The travel agent told him that he must turn at Salem. He stops by the side of the road to ask a paan vendor the way. The man gives a long speech in Tamil. I lean forward to listen, pretending I might catch a word or two, but all I understand is the few English words that punctuate his speech: straight-ha, right-ha. And they are enough.

At the next roundabout, the driver fusses, unsure of whether to turn or continue on. I read the sign and tell him to go straight, which he does, but he stops at the first roadside snack vendor to ask directions again.
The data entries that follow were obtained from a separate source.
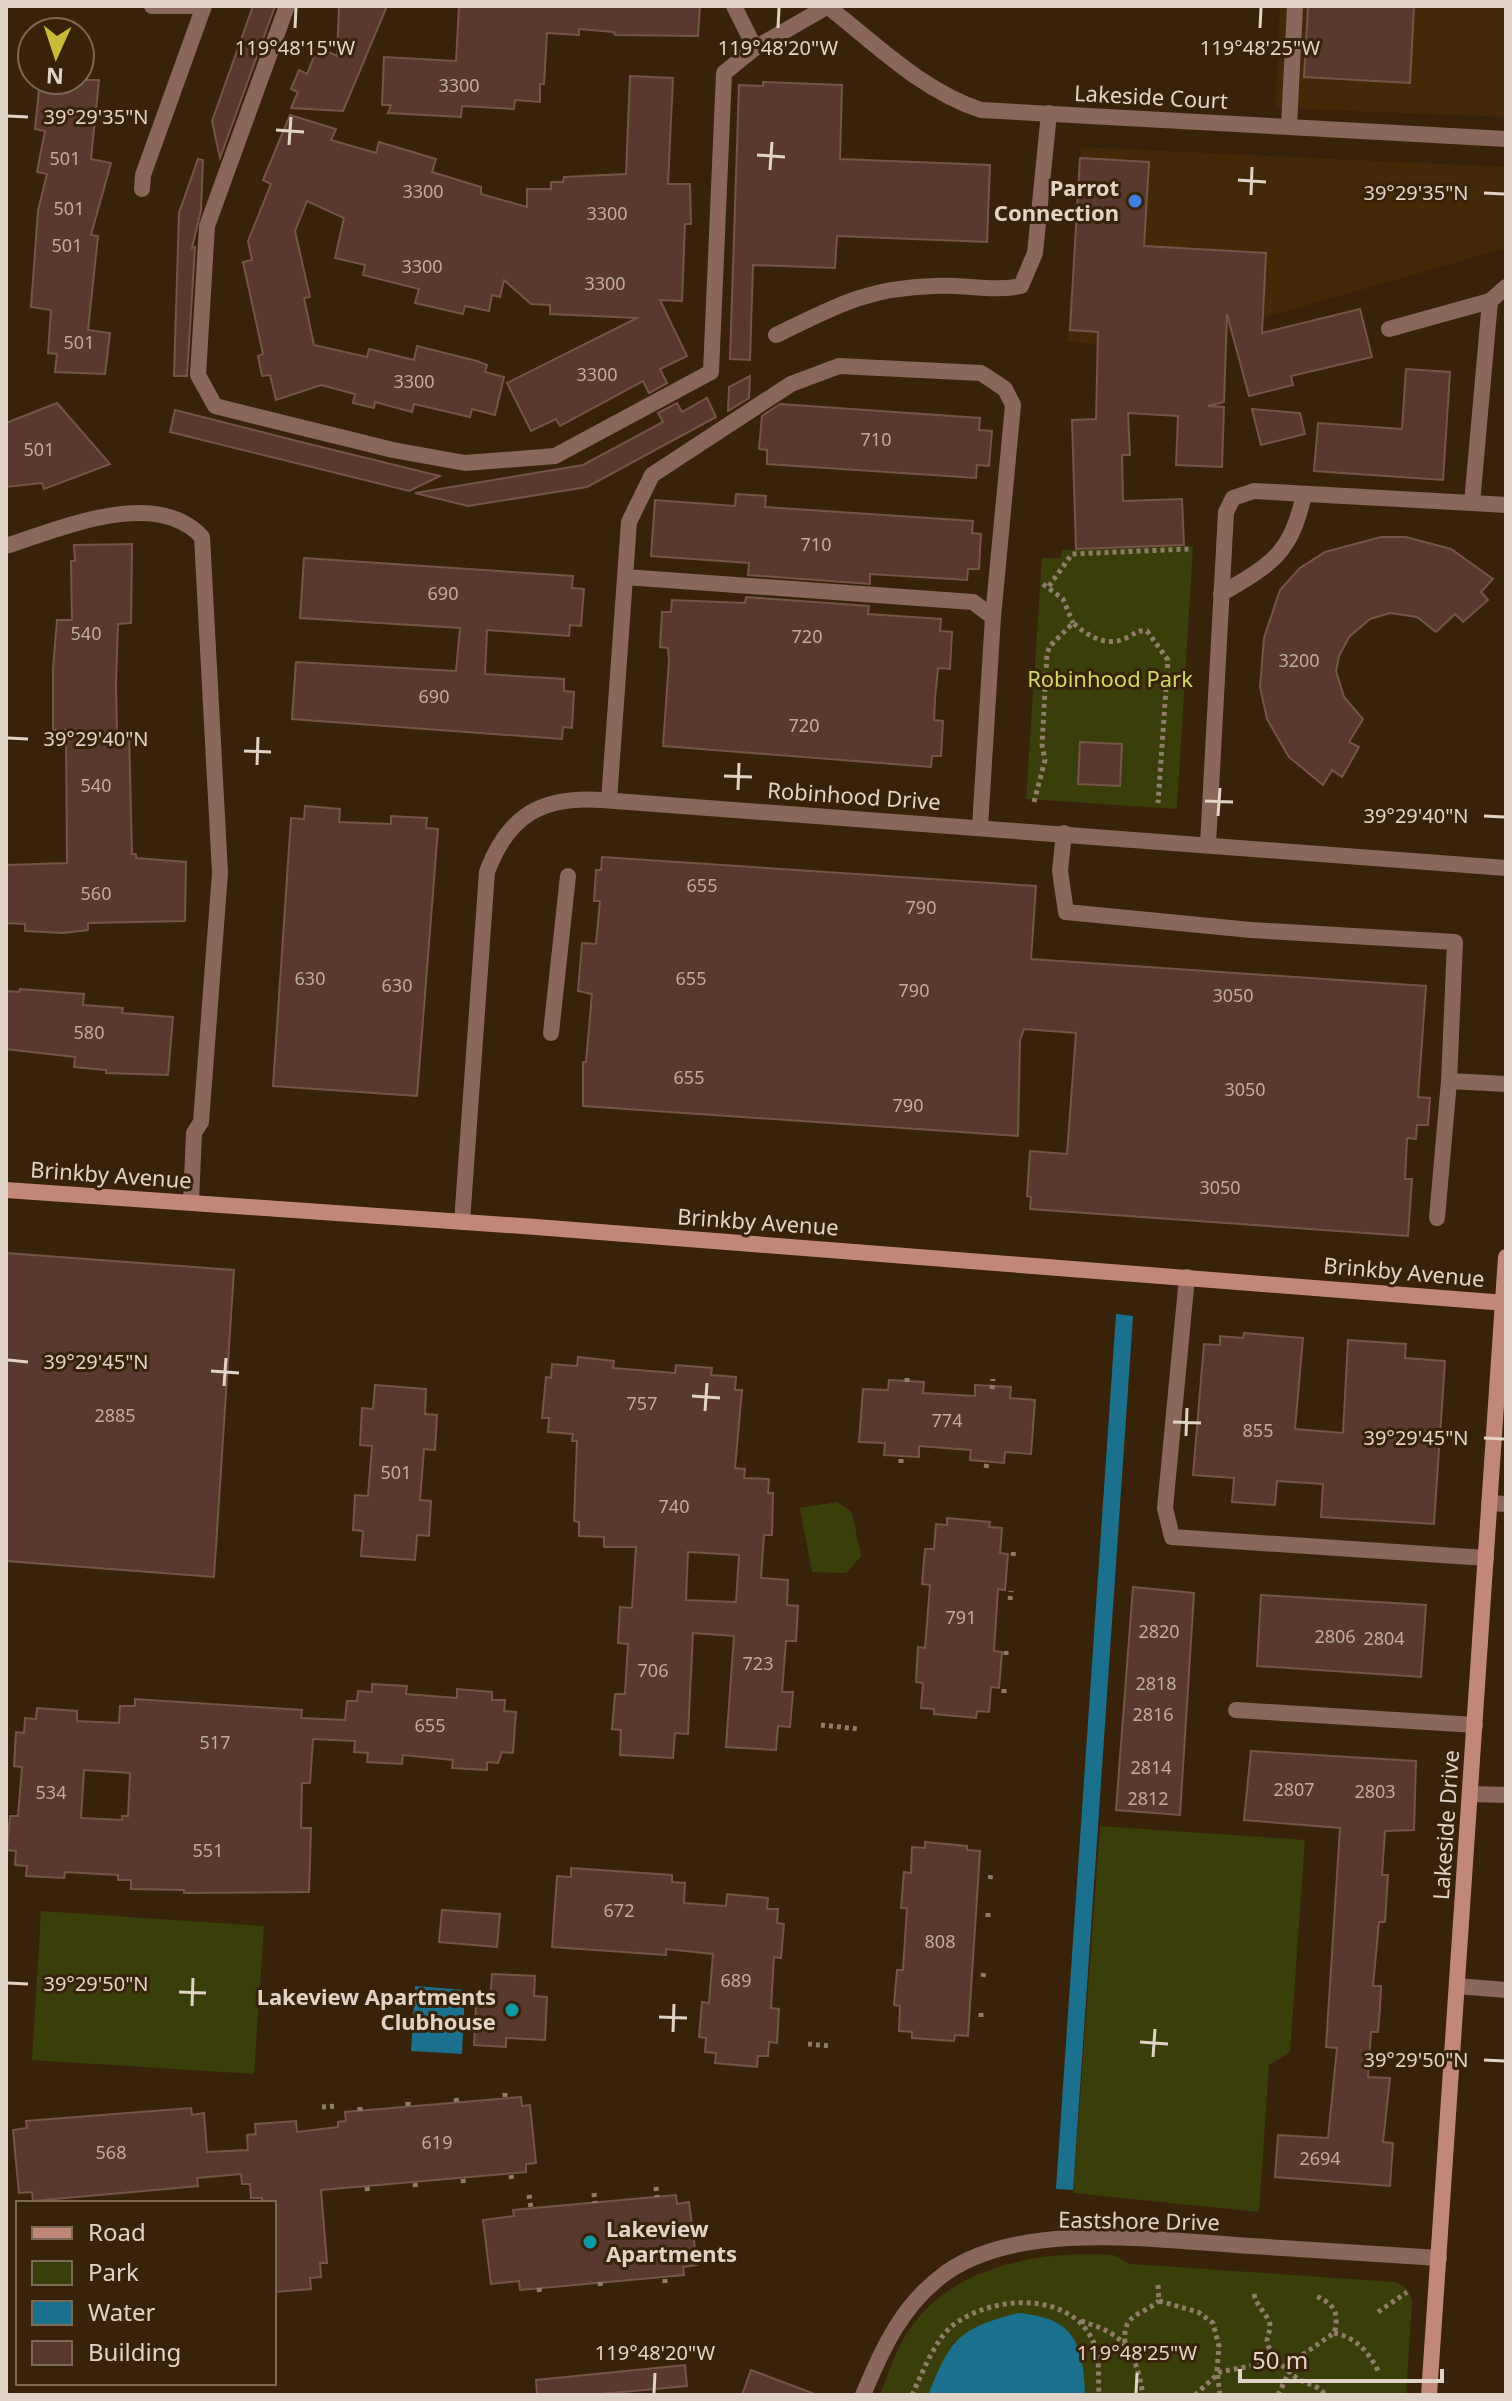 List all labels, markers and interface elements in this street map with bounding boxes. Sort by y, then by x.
north arrow [16,16,96,96]
text: 119°48'15"W [235,34,356,61]
text: 119°48'20"W [718,34,839,61]
text: 119°48'25"W [1200,34,1321,61]
text: N [45,62,65,92]
house number: 3300 [438,73,480,97]
street label: Lakeside Court [1073,77,1229,115]
text: 39°29'35"N [43,103,149,130]
house number: 501 [50,146,80,170]
place label: Parrot Connection [994,172,1119,227]
house number: 3300 [402,179,444,203]
text: 39°29'35"N [1363,179,1469,206]
marker: Parrot Connection [1126,192,1144,210]
house number: 501 [54,196,84,220]
house number: 3300 [586,201,628,225]
house number: 501 [52,233,82,257]
house number: 3300 [401,254,443,278]
house number: 3300 [584,271,626,295]
house number: 501 [64,330,94,354]
house number: 3300 [576,362,618,386]
house number: 3300 [393,369,435,393]
house number: 710 [861,427,891,451]
house number: 501 [24,437,54,461]
house number: 710 [801,532,831,556]
house number: 690 [428,581,458,605]
house number: 540 [71,621,101,645]
house number: 720 [792,624,822,648]
house number: 3200 [1278,648,1320,672]
park label: Robinhood Park [1027,663,1193,693]
house number: 690 [419,684,449,708]
house number: 720 [789,713,819,737]
text: 39°29'40"N [43,725,149,752]
house number: 540 [81,773,111,797]
street label: Robinhood Drive [766,774,942,816]
text: 39°29'40"N [1363,802,1469,829]
house number: 655 [687,873,717,897]
house number: 560 [81,881,111,905]
house number: 790 [906,895,936,919]
house number: 630 [295,966,325,990]
house number: 655 [676,966,706,990]
house number: 630 [382,973,412,997]
house number: 790 [899,978,929,1002]
house number: 3050 [1212,983,1254,1007]
house number: 580 [74,1020,104,1044]
house number: 655 [674,1065,704,1089]
house number: 3050 [1224,1077,1266,1101]
house number: 790 [893,1093,923,1117]
street label: Brinkby Avenue [29,1153,193,1195]
house number: 3050 [1199,1175,1241,1199]
street label: Brinkby Avenue [676,1200,840,1242]
street label: Brinkby Avenue [1322,1249,1486,1293]
text: 39°29'45"N [43,1348,149,1375]
house number: 757 [627,1391,657,1415]
house number: 2885 [94,1403,136,1427]
house number: 774 [932,1408,962,1432]
house number: 855 [1243,1418,1273,1442]
text: 39°29'45"N [1363,1424,1469,1451]
house number: 501 [381,1460,411,1484]
house number: 740 [659,1494,689,1518]
house number: 791 [946,1605,976,1629]
house number: 2820 [1138,1619,1180,1643]
house number: 2806 [1314,1624,1356,1648]
house number: 2804 [1363,1626,1405,1650]
house number: 723 [743,1651,773,1675]
house number: 706 [638,1658,668,1682]
house number: 2818 [1135,1671,1177,1695]
house number: 2816 [1132,1702,1174,1726]
house number: 655 [415,1713,445,1737]
house number: 517 [200,1730,230,1754]
street label: Lakeside Drive [1425,1749,1465,1901]
house number: 2814 [1130,1755,1172,1779]
house number: 2807 [1273,1777,1315,1801]
house number: 2803 [1354,1779,1396,1803]
house number: 534 [36,1780,66,1804]
house number: 2812 [1127,1786,1169,1810]
house number: 551 [193,1838,223,1862]
house number: 672 [604,1898,634,1922]
house number: 808 [925,1929,955,1953]
house number: 689 [721,1968,751,1992]
text: 39°29'50"N [43,1970,149,1997]
place label: Lakeview Apartments Clubhouse [257,1981,496,2036]
marker: Lakeview Apartments Clubhouse [503,2001,521,2019]
text: 39°29'50"N [1363,2046,1469,2073]
house number: 619 [422,2130,452,2154]
house number: 568 [96,2140,126,2164]
house number: 2694 [1299,2146,1341,2170]
legend [16,2201,276,2385]
street label: Eastshore Drive [1058,2204,1220,2236]
place label: Lakeview Apartments [606,2213,737,2268]
text: Road [88,2215,146,2248]
marker: Lakeview Apartments [581,2233,599,2251]
text: Park [88,2255,139,2288]
text: Water [88,2295,156,2328]
scale bar [1240,2333,1442,2383]
text: Building [88,2335,181,2368]
text: 119°48'20"W [595,2339,716,2366]
text: 119°48'25"W [1077,2339,1198,2366]
text: 50 m [1252,2343,1308,2376]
The snack vendor's customer comes round to the window and lets forth an even faster torrent of Tamil. The driver is confused. The snack vendor himself ambles over, and explains more slowly, in shorter sentences. His hair is dangerously long, and nails are hennaed, but Big Brother does not comment on this. My instructions corroborated by these insiders—straight-ha, straight-ha, right-ha—he continues, following my directions but worrying audibly all the way. We come to the turn-off and it is to the left, not the right. Big Brother complains bitterly about people who deliberately give the wrong instructions, and I cannot think of anything to say. It is absurd to imagine that anyone chose to purposely mislead us, but isn't that what they did? Why would they bother? I make soothing noises as best I can. The driver frets.
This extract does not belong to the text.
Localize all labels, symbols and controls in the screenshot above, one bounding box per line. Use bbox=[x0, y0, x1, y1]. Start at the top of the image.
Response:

To celebrate getting past our one turn successfully, we stop at a convenient Anand Bhavan. It's a chain I'm familiar with, and the driver judges, correctly, that we will both be able to eat here. He heads for the loo first. I proceed decorously to the restaurant and order a samosa and coffee. I am half through when the driver comes in. He waves away the menu and questions the waiter before placing his order. The waiter brings my bill and I tell him to bring me the driver's bill as well. (A little nicety I learned my first year in India. I had a bad Mac, and there was no authorized repair store in the city where I worked. The car service sent a driver to take me to a repair center in Cochin, always the same nice-looking, polite young man, who never spoke a word of English but proved, over time, that he could read and write it rather well. He would stop at tidy roadside places he thought good—they always were—and see that the waiters sent his bill to me.)

This was a turning point in my dealings with Big Brother. True, I was a lousy conversationist. However, in skills that mattered on the road—navigation and appropriate bill-paying—I had excelled. From then on, I had his seal of approval.

If you are at all kind to a good driver in India, he will stop to buy fruit. It may be the first fruit he finds along the way, but you can be sure that it will be much cheaper than anywhere else and "good for health". He will make sure you understand this! So it is with Big Brother. He finds a guava stand a short ways after the Anand Bhavan, and pulls over to get some fruit. I allow that I will take a half kilo, but he buys a full one for fifty rupees, which, I admit, is indeed a good price. Nothing will do but that we each have one immediately. We eat them out of hand like an apple, which he does as he drives. The guavas are hard and rather green. The skin has a peppery flavor, as it does when they are so immature. I resolve to let the rest of my fruit ripen a bit before I finish it off, and Big Brother, as if he can read my mind, informs me that I should be able to keep them for seven days.

As we get into town, the driver begins asking me names of any clearly marked buildings that we pass. I name the Meridien Hotel, Arvind Eye Hospital, PSG College, thinking this is a convenient way of conversing as Big Brother repeats each name carefully. When we gets to my door, the driver, instead of totaling up the mileage, carries my bags inside and then calls the travel agent to get the final sum I owe. It is the last clue I need. Big Brother is a functional illiterate. He needs the list of landmarks I named to navigate his way out of town.

I tip him enough for a decent meal on his way back and another on a rainy day, and he pronounces himself very happy.